ACTIVITY — Using the data below, work out how many lines contain the word "halo", then state that number without comment.
━━ RECORDS SUPPLIED
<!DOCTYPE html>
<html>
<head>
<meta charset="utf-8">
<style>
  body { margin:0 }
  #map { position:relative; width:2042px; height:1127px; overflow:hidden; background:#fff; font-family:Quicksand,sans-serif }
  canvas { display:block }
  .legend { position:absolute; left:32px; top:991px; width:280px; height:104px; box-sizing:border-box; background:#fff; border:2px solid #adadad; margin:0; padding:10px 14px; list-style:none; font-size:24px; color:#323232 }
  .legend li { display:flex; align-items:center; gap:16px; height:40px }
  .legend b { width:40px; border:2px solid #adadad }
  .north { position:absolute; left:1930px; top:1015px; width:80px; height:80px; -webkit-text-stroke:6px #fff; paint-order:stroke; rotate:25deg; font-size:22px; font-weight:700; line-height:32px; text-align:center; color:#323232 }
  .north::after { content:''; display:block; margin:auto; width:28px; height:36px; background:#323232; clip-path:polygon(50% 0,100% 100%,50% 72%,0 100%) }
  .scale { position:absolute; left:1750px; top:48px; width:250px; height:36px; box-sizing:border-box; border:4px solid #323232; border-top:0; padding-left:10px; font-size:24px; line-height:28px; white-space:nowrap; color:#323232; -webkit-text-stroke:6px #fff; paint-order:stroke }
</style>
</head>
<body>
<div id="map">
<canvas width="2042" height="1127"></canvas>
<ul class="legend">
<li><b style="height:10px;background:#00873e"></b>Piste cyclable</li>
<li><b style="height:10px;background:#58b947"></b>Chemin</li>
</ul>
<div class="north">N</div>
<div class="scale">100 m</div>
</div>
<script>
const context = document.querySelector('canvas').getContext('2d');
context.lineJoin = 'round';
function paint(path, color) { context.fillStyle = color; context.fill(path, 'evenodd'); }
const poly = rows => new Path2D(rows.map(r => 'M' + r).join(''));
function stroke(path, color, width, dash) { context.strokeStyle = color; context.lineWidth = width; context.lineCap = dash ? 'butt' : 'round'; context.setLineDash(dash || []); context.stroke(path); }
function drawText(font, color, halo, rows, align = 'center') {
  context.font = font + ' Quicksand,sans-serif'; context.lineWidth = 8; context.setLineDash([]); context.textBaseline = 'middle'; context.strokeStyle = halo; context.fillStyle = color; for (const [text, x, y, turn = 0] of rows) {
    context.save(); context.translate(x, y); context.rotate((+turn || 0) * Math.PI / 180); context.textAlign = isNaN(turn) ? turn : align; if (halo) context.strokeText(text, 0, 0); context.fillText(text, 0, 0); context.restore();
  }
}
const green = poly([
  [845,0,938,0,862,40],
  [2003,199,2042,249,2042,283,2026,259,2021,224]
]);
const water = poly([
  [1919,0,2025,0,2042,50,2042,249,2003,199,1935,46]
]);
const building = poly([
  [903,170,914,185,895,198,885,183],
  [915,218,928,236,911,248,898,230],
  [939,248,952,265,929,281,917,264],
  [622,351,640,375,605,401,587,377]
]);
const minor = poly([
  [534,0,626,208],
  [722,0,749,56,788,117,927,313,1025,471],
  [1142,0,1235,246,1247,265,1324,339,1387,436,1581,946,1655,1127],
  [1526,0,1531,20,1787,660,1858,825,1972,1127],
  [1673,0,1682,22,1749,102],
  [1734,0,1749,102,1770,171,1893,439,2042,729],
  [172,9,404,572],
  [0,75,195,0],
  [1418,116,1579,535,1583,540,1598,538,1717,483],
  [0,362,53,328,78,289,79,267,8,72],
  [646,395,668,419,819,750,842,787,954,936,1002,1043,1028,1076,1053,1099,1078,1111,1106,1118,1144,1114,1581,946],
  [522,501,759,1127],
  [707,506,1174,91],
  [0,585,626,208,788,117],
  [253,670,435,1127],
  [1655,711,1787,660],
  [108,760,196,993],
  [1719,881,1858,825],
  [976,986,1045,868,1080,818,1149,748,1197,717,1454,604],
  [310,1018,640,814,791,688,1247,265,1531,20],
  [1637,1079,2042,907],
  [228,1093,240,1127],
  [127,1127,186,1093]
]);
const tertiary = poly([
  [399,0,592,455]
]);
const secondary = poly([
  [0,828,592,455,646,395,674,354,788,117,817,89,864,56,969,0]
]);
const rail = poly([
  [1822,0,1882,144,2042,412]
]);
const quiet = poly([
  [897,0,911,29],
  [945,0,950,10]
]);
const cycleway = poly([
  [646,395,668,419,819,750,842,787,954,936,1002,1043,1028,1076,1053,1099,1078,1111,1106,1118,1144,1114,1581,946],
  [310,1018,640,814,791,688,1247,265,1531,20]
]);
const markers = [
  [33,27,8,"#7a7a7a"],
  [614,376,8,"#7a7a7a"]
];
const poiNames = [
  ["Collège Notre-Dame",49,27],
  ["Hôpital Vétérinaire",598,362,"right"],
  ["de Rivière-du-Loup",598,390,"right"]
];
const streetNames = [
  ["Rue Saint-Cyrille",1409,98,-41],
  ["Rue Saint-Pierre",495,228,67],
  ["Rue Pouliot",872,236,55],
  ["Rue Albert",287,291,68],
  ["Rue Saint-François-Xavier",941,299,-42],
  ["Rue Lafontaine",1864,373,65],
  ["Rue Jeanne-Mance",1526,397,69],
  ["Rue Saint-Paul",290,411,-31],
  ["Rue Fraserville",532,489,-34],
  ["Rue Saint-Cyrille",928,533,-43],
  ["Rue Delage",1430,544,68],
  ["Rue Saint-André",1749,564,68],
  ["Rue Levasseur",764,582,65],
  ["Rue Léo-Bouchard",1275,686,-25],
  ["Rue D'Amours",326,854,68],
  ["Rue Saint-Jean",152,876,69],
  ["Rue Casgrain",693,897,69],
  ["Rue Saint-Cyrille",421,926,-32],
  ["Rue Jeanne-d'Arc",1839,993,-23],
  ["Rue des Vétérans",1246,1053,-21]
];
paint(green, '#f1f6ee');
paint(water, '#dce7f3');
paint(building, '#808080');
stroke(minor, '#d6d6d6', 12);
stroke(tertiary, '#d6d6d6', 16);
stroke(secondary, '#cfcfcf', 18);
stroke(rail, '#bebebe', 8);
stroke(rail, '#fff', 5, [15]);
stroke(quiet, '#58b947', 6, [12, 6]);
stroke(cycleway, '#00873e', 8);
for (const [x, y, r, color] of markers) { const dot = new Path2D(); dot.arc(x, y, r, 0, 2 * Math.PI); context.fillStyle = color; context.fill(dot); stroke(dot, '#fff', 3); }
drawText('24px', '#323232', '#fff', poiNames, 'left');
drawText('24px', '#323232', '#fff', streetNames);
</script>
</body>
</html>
━━━━
WRITTEN SOLUTION — 3